> _Description of the task_
Look below for the line containing "display:flex; justify-content:space-between; align-items:center;" and the line containing "font-size:23px; font-weight:400; color:var(--muted)"; repeat exactly those two lines and all lines between them, and nothing else.
[Given data — start]
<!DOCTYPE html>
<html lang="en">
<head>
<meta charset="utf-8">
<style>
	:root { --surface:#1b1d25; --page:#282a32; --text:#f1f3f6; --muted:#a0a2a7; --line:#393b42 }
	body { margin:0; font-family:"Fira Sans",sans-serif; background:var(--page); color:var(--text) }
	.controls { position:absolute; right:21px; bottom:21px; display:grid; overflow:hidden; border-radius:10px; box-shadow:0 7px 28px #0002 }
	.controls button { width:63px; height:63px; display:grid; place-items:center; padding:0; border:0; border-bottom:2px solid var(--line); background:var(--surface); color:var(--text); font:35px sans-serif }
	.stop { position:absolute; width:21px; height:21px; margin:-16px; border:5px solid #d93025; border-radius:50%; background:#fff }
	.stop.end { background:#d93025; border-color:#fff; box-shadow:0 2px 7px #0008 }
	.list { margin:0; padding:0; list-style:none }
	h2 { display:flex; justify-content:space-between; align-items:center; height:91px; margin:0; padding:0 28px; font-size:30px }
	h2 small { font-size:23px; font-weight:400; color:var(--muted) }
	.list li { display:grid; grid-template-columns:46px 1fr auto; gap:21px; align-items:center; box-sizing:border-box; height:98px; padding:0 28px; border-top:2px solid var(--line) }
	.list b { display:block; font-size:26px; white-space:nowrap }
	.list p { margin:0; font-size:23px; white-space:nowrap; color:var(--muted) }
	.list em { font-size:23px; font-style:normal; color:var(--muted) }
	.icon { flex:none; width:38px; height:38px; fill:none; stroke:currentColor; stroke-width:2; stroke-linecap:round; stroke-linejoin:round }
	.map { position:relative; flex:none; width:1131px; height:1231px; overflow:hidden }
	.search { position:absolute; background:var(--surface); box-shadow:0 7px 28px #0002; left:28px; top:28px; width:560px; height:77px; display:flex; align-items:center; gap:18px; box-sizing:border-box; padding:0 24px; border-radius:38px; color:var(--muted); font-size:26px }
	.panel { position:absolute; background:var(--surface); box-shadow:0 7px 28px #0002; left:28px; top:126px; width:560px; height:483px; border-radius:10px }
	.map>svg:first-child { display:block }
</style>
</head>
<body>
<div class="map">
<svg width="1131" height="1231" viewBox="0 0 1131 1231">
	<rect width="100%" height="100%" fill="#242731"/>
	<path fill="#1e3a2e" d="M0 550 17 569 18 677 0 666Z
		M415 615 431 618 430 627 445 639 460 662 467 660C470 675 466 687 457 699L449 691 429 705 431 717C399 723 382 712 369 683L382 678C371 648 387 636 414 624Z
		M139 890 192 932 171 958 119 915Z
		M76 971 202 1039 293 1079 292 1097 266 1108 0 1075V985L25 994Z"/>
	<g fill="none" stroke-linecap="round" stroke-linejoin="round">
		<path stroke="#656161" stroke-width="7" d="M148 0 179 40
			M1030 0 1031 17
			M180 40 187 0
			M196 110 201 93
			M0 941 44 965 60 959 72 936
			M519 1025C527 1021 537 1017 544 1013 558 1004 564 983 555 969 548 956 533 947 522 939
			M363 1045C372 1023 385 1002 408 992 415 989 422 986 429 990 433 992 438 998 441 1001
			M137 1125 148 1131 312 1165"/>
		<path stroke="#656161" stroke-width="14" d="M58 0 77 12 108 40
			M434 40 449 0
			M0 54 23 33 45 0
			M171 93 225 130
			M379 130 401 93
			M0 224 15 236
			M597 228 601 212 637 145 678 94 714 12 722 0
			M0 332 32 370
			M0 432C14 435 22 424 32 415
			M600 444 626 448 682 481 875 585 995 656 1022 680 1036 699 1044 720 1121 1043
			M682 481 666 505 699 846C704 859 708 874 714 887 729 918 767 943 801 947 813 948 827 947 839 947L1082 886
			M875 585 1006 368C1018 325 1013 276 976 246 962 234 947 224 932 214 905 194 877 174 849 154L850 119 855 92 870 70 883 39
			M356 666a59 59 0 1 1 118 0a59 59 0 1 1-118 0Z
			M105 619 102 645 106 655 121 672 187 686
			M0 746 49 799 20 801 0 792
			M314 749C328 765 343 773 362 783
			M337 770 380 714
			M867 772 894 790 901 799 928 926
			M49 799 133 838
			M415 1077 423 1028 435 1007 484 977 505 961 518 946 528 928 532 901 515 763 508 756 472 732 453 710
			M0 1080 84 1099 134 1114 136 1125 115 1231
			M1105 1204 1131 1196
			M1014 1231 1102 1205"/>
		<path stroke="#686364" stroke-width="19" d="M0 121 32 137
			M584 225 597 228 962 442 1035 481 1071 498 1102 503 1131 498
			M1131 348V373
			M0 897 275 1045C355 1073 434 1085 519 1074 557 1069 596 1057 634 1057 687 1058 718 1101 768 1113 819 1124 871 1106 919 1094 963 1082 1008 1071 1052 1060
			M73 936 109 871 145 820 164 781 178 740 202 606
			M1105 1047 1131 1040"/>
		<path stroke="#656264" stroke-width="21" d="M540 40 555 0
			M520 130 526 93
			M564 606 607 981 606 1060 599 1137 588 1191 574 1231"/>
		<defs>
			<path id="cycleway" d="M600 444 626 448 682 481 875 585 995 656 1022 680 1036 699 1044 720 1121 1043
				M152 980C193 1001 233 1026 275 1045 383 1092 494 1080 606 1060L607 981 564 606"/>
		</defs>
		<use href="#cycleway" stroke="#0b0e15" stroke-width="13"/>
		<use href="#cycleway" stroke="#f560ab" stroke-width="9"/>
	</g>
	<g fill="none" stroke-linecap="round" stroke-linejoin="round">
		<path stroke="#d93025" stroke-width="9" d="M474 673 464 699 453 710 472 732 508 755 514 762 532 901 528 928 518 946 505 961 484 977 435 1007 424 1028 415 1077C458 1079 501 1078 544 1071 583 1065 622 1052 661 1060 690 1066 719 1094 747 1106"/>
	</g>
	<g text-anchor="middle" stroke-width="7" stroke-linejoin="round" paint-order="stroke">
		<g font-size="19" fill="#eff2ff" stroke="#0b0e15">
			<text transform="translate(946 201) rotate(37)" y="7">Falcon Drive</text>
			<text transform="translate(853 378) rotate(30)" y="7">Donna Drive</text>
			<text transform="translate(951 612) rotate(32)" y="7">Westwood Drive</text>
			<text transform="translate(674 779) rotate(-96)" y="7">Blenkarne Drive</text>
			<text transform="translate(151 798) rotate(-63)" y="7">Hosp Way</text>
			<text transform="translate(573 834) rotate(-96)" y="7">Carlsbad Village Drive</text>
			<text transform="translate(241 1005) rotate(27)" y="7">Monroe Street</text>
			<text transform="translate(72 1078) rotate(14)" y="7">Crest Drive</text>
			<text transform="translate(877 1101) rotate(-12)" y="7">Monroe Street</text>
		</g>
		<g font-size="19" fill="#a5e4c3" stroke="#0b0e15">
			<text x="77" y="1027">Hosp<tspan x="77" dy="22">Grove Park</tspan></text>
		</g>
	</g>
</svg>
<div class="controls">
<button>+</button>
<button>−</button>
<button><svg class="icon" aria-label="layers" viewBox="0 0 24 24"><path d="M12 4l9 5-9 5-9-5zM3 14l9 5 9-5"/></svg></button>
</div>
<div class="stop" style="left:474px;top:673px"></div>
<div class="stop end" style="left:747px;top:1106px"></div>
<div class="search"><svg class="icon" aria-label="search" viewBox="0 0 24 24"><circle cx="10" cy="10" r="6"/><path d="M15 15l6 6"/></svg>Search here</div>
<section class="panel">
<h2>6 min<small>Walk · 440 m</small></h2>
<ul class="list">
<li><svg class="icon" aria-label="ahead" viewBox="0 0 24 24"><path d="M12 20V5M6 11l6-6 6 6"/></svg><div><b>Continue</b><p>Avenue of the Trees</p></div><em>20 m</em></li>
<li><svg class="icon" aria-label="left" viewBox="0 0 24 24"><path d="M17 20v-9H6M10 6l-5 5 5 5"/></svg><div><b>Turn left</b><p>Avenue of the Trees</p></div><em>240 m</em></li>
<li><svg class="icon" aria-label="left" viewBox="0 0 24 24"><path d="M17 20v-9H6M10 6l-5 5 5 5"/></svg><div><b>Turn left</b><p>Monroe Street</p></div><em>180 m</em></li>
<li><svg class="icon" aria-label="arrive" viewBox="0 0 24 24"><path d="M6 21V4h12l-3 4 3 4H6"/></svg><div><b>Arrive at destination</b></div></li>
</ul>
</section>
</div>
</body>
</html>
[Given data — finish]
> _Solution to this exercise_
	h2 { display:flex; justify-content:space-between; align-items:center; height:91px; margin:0; padding:0 28px; font-size:30px }
	h2 small { font-size:23px; font-weight:400; color:var(--muted) }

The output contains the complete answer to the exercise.